THE TASK: Your reply must be the number of lines in the entries that hold the word "small", and nothing else.
── SOURCE INFORMATION
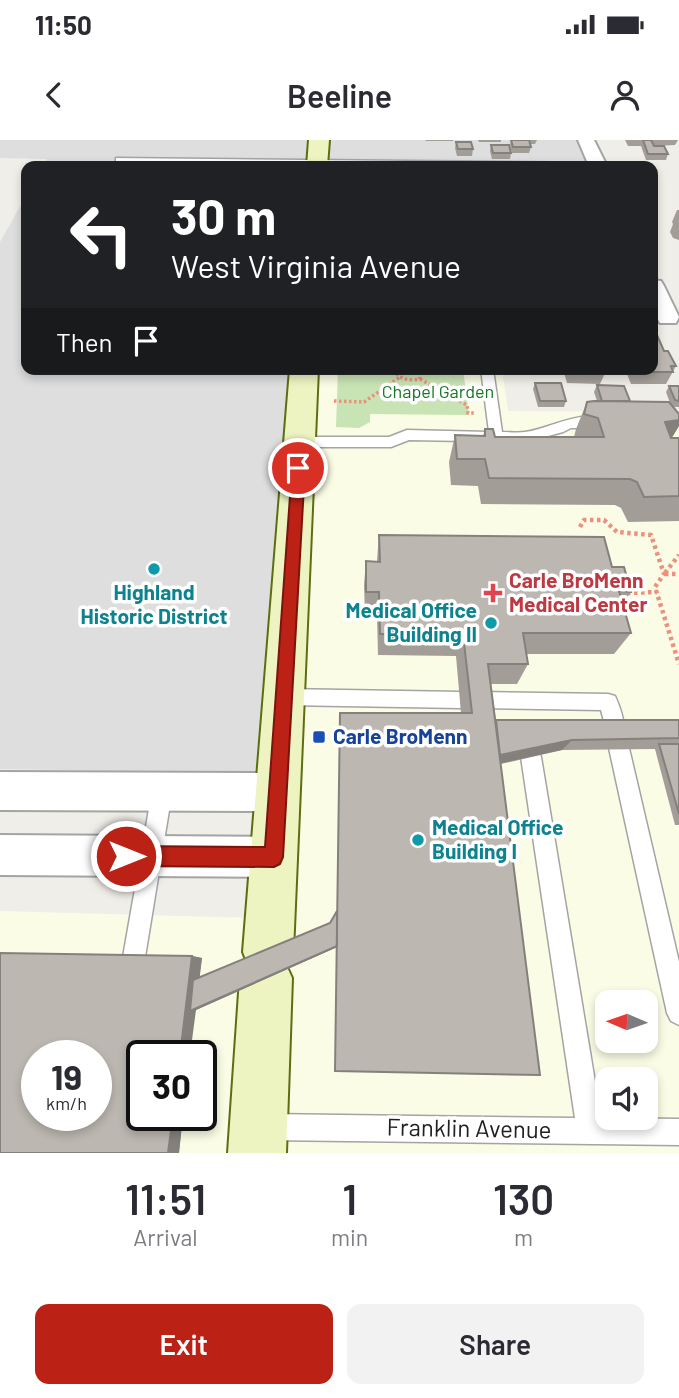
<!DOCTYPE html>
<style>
:root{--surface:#fff;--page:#f2f2f3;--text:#2b2b33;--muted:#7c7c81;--accent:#bc2115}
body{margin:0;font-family:Barlow,sans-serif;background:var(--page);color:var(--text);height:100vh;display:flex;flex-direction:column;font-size:26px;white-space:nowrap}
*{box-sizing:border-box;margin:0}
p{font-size:23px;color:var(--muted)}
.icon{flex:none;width:38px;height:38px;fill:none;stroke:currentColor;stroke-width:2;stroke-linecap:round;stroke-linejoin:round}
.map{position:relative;height:1013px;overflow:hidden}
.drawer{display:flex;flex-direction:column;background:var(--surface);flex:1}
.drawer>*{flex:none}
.top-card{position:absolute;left:21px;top:21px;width:637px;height:214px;border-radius:14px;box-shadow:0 4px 10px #0003;background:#202124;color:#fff;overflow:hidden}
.needle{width:46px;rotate:272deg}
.fabs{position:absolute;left:595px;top:850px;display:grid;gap:14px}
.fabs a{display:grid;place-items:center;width:63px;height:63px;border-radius:14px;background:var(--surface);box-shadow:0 4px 10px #0003;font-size:35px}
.speed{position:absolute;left:21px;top:900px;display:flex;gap:14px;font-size:35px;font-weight:700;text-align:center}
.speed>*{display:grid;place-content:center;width:91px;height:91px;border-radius:50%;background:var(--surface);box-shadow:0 4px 10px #0003;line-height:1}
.speed small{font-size:18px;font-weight:400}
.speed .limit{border:4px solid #111;border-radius:10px;background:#fff;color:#111}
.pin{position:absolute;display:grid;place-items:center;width:60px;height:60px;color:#fff;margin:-30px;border:4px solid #fff;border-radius:50%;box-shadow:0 2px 7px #0007}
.me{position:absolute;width:77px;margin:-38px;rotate:90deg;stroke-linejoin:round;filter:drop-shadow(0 0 5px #0008)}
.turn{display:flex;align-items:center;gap:24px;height:147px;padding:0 35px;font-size:32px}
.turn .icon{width:91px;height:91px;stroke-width:2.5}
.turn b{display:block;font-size:49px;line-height:60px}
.then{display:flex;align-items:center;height:66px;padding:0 35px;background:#0003;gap:14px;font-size:26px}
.eta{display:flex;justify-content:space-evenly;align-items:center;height:119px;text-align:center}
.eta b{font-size:42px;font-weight:600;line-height:49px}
.primary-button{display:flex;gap:14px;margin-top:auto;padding:14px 35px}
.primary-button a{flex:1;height:80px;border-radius:14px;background:var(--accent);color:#fff;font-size:28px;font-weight:600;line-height:80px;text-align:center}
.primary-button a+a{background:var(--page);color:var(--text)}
.status{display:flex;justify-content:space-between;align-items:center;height:49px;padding:0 35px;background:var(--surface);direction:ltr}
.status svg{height:19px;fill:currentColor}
header{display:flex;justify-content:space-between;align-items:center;height:91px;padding:0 35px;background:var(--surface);font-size:32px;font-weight:600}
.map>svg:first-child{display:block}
</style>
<div class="status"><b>11:50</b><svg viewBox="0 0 49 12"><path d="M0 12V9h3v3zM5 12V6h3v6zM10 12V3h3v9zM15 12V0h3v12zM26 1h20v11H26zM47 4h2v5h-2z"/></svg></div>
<header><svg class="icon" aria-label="back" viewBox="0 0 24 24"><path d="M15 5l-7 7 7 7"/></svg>Beeline<svg class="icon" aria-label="person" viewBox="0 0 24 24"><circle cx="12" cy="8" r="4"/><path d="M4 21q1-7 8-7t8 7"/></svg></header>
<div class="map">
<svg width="679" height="1013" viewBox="0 0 679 1013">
<rect width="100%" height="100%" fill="#f0eee8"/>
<path fill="#dedede" d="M0,0H588L601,26H43L47,19L0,18Z
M26,56V229H316L300,634L0,629V102Z"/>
<path fill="#fafce5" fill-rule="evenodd" d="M316,229H502L508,271L679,272V1013H0V771L294,779ZM607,863H646V901H607ZM37,915H96V975H37ZM142,915H201V975H142ZM607,940H646V978H607Z"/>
<path fill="#c8e4b4" d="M338,229H463L469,275L370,274V282L359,288L336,287Z"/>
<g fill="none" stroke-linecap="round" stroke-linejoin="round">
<g stroke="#a4a4a4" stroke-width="3">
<path id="lane" d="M116,18L598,23L603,26L119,23L116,22Z
M481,229H493L502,292C510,292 518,293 525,292C547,290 589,265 607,283L600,288H571L563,292L526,302L409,300L391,307H300L293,302L300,297H389L407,290L489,292Z
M284,549L460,552L467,554L469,560L467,566L460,568L284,565L278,563L275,557L278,551Z
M480,552L608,554L615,556C620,567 627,585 622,596L615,599L608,596L601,570L480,568L473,566L471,560L473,554Z
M619,599L626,602L629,608L679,822V885L671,881L667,873L609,608L612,602Z
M531,608L538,610L541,617L601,978L679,979V1005L266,1000L257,996L253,987L257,978L266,974L575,978L521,617L524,610Z
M162,642L169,645L172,652L145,817L142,825L134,828L126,825L123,817L152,652L155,645Z"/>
</g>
<g stroke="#a4a4a4" stroke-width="4">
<path id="street" d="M578,0H594L607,26H589Z
M653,140L661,141L664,146L679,177L676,183H660C651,169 652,155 653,140Z
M0,632L278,633L291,639L297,652L291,665L278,671L0,670Z
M0,695L274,697L288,703L294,717L288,731L274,737L0,735Z"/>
</g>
<g stroke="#5d6e11" stroke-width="4">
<path id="secondary" d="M309,0H329L327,26H307Z
M290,229H318L293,812L287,827L292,838L286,1013H228L240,838L247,822L243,812Z"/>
</g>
<path stroke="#ec917d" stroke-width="3.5" stroke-dasharray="2.5 2.5" stroke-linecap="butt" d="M394,229C399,240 409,241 420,239L418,229
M420,239L467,265L468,273H475
M334,261L364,262L400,237"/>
<path stroke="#ec917d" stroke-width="4.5" stroke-dasharray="3.5 3.5" stroke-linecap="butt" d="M580,387L584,380H604L617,392L651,395L664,434L655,447L679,524
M665,433L679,415
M665,434H679
M627,453L657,452"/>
<use href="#lane" fill="#fff" fill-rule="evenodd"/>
<use href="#street" fill="#fff" fill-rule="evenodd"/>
<use href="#secondary" fill="#edf4c2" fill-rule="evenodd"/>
</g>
<path fill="#a39d98" d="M425,0H453V1H426Z
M478,0H501V2H479Z
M511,0H537L535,4H530L531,7L529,13H512L510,5Z
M625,0H678L675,5L654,6L668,14L666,20H646L641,6H628Z
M456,2L473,9L472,16H457L455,8Z
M491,5L511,13L510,19H492L490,11Z
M677,70H679V100L673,98L670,92L673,84L672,82Z
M664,211L676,226L666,244H631L625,229H653Z
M563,229H605L606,231L600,244L567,243Z
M535,243L566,261L564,267H538L533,249Z
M597,245L630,261L670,263L666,252L669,246H679V267H673L679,274V286L671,298H679V381L628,382L621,368L615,365L481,364L478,346L451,345L449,322L455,295L483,296L485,289L495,297H574L576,289L587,262L597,261L594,252Z
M379,395L612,427L631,452L623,463L631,493L614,514H526L528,524L517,544H491L496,580H679V685H675L655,609L562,610L501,624L337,807L196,870L142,975H183L179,1013H0L192,816L202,818L199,838L330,783L461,573L456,516L378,515L377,475H365L364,445L366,421H377Z"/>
<path fill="#84807c" d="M679,280V286L667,306L665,282Z
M572,600L562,610L488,626L495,617Z
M337,806V807L196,870L190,915H180L192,816L202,818L196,868Z
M173,975H183L179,1013H168Z"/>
<path fill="#bdb7b1" stroke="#84807c" stroke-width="2" fill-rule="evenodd" d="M511,0H529L531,7H513Z
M643,0H651L654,6H664L668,14H648Z
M456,2H471L473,9H458Z
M491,5H509L511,13H493Z
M416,23H433L432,26H417Z
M653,195H657L664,211H668L676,226H671L673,232H637L636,229H653Z
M571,229H605L606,231H571Z
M535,243H561L566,261H540Z
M597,245L624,246L630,261H602Z
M669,246H679V261L675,260Z
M594,261L669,262L679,274V280L665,282L671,298H679V356L644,357L637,342L630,339L489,338L485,319H457L455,295L485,296V289H493L495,297H604L598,278L584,274L587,262Z
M379,395L604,397L612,427H624L631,452L619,451L631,493H523L528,524H488L540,935L335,931L340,573H472L463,494H380L379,452H366V421L380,422Z
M496,580H679V598L572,600L500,615Z
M659,604H679V674Z
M337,771V806L190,871L193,840L330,783Z
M0,813L192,816L180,915H142V975H173L168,1013H0ZM37,915H96V975H37Z"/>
<path fill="#bc2115" stroke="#7a150e" stroke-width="2" d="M298,323L305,328L283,717L280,724L274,727L126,726L119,723L116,716L119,709L126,706L265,707L292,328Z"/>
<g fill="#0f9aa8" stroke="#fff" stroke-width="2.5">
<circle cx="154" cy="429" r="7"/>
<circle cx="491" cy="483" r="7"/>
<circle cx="418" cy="700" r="7"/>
</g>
<path fill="#e0444e" stroke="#fff" stroke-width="2.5" d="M489.5 442.5h7v7h7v7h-7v7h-7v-7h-7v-7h7z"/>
<rect fill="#1a4fb4" stroke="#fff" stroke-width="2.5" x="312" y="590" width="14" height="14" rx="3.5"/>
<g text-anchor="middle" stroke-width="7" stroke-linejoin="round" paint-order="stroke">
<g font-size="18" fill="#177626" stroke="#fff">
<text x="438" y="258">Chapel Garden</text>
</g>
<g font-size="21" font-weight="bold" fill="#be3a42" stroke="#fff" text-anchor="start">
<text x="509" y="448">Carle BroMenn<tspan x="509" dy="24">Medical Center</tspan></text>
</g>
<g font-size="21" font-weight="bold" fill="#0d838f" stroke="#fff">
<text x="154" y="460">Highland<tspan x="154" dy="24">Historic District</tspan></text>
<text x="477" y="478" text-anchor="end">Medical Office<tspan x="477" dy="24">Building II</tspan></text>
<text x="432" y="695" text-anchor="start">Medical Office<tspan x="432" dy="24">Building I</tspan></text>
</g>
<g font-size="21" font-weight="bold" fill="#164399" stroke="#fff" text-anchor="start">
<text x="333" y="604">Carle BroMenn</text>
</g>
<g font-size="24" fill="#202020" stroke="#fff">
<text transform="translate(469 989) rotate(1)" y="8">Franklin Avenue</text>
</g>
</g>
</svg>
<div class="fabs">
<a><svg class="needle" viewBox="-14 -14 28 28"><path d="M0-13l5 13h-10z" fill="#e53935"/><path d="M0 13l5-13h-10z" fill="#7c7c81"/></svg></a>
<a><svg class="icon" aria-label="sound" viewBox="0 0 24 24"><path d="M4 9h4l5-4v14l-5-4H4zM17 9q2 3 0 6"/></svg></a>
</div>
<div class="speed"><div>19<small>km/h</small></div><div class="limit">30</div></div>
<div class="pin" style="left:298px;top:328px;background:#d93025"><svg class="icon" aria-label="arrive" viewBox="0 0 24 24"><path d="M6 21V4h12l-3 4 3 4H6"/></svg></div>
<svg class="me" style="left:126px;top:716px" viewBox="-20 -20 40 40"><circle r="17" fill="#bc2115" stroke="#fff" stroke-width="3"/><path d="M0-11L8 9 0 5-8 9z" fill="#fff"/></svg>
<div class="top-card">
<div class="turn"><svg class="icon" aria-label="left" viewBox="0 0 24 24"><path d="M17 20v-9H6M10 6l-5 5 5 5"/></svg><div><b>30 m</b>West Virginia Avenue</div></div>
<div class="then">Then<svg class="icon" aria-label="arrive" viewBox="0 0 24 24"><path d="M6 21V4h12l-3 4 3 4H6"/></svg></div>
</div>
</div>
<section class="drawer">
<div class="eta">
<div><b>11:51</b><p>Arrival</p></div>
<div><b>1</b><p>min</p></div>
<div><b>130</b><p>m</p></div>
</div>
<div class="primary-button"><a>Exit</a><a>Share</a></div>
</section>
────
FINAL ANSWER: 2